Copy each line below as written, but skip the pictures.

→ **Collected data**:
***
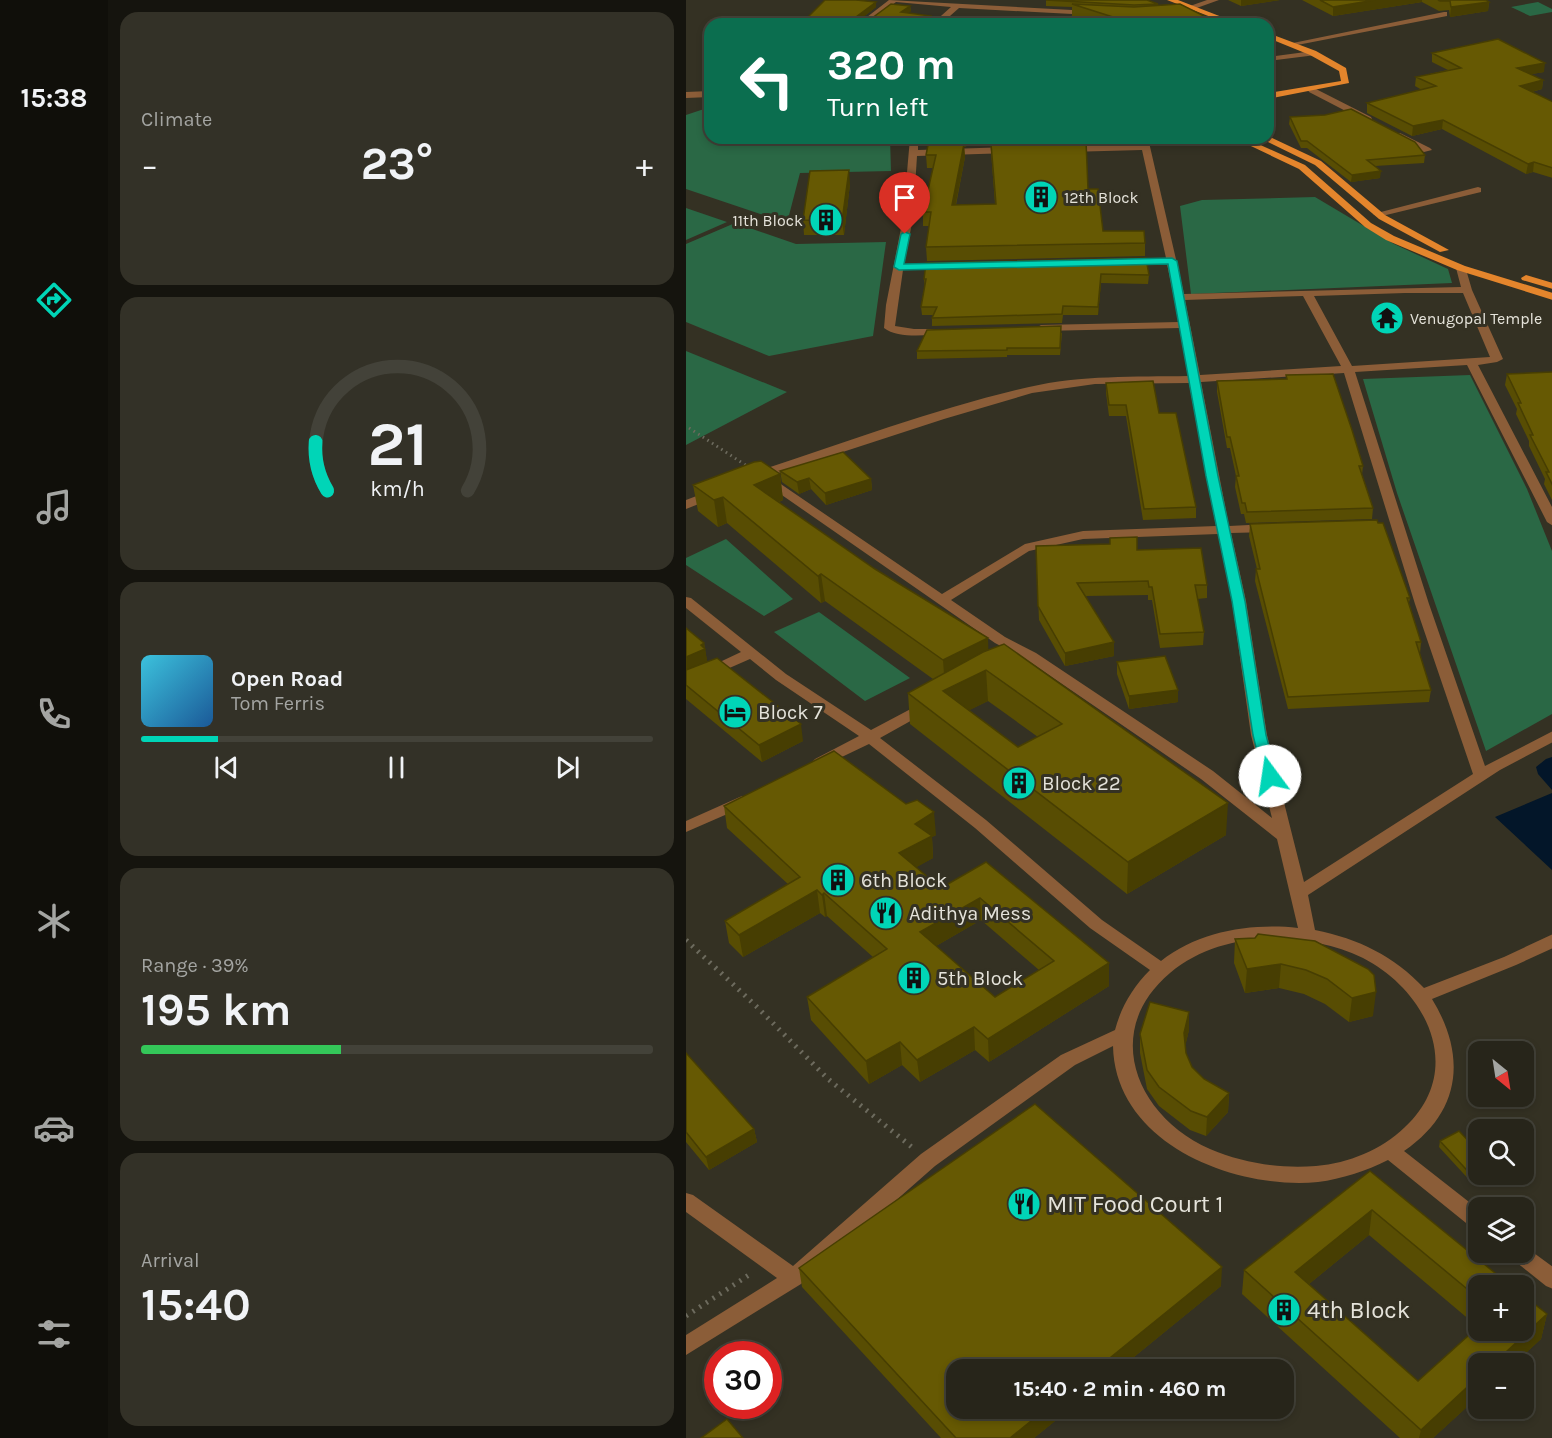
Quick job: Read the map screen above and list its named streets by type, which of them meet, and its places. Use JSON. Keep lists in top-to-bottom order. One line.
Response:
{"places":{"building":["12th Block","11th Block","Block 22","6th Block","5th Block","4th Block"],"temple":["Venugopal Temple"],"hotel":["Block 7"],"restaurant":["Adithya Mess","MIT Food Court 1"]},"north":"bottom right","page":{"tabs":"15:38","tile":["Climate",["Range · 39%","195 km"],["Arrival","15:40"]],"turn":["320 m","Turn left"],"heat":["−","23°","+"],"song":["Open Road","Tom Ferris"],"map_buttons":["+","−"],"limit":"30","trip":"15:40 · 2 min · 460 m","gauge":["21","km/h"]}}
***
→ **Your response**:
Quick job: Read the map screen above and list its named streets by type, which of them meet, and its places. Use JSON. Keep lists in top-to-bottom order. One line.
Response:
{"places":{"building":["12th Block","11th Block","Block 22","6th Block","5th Block","4th Block"],"temple":["Venugopal Temple"],"hotel":["Block 7"],"restaurant":["Adithya Mess","MIT Food Court 1"]},"north":"bottom right","page":{"tabs":"15:38","tile":["Climate",["Range · 39%","195 km"],["Arrival","15:40"]],"turn":["320 m","Turn left"],"heat":["−","23°","+"],"song":["Open Road","Tom Ferris"],"map_buttons":["+","−"],"limit":"30","trip":"15:40 · 2 min · 460 m","gauge":["21","km/h"]}}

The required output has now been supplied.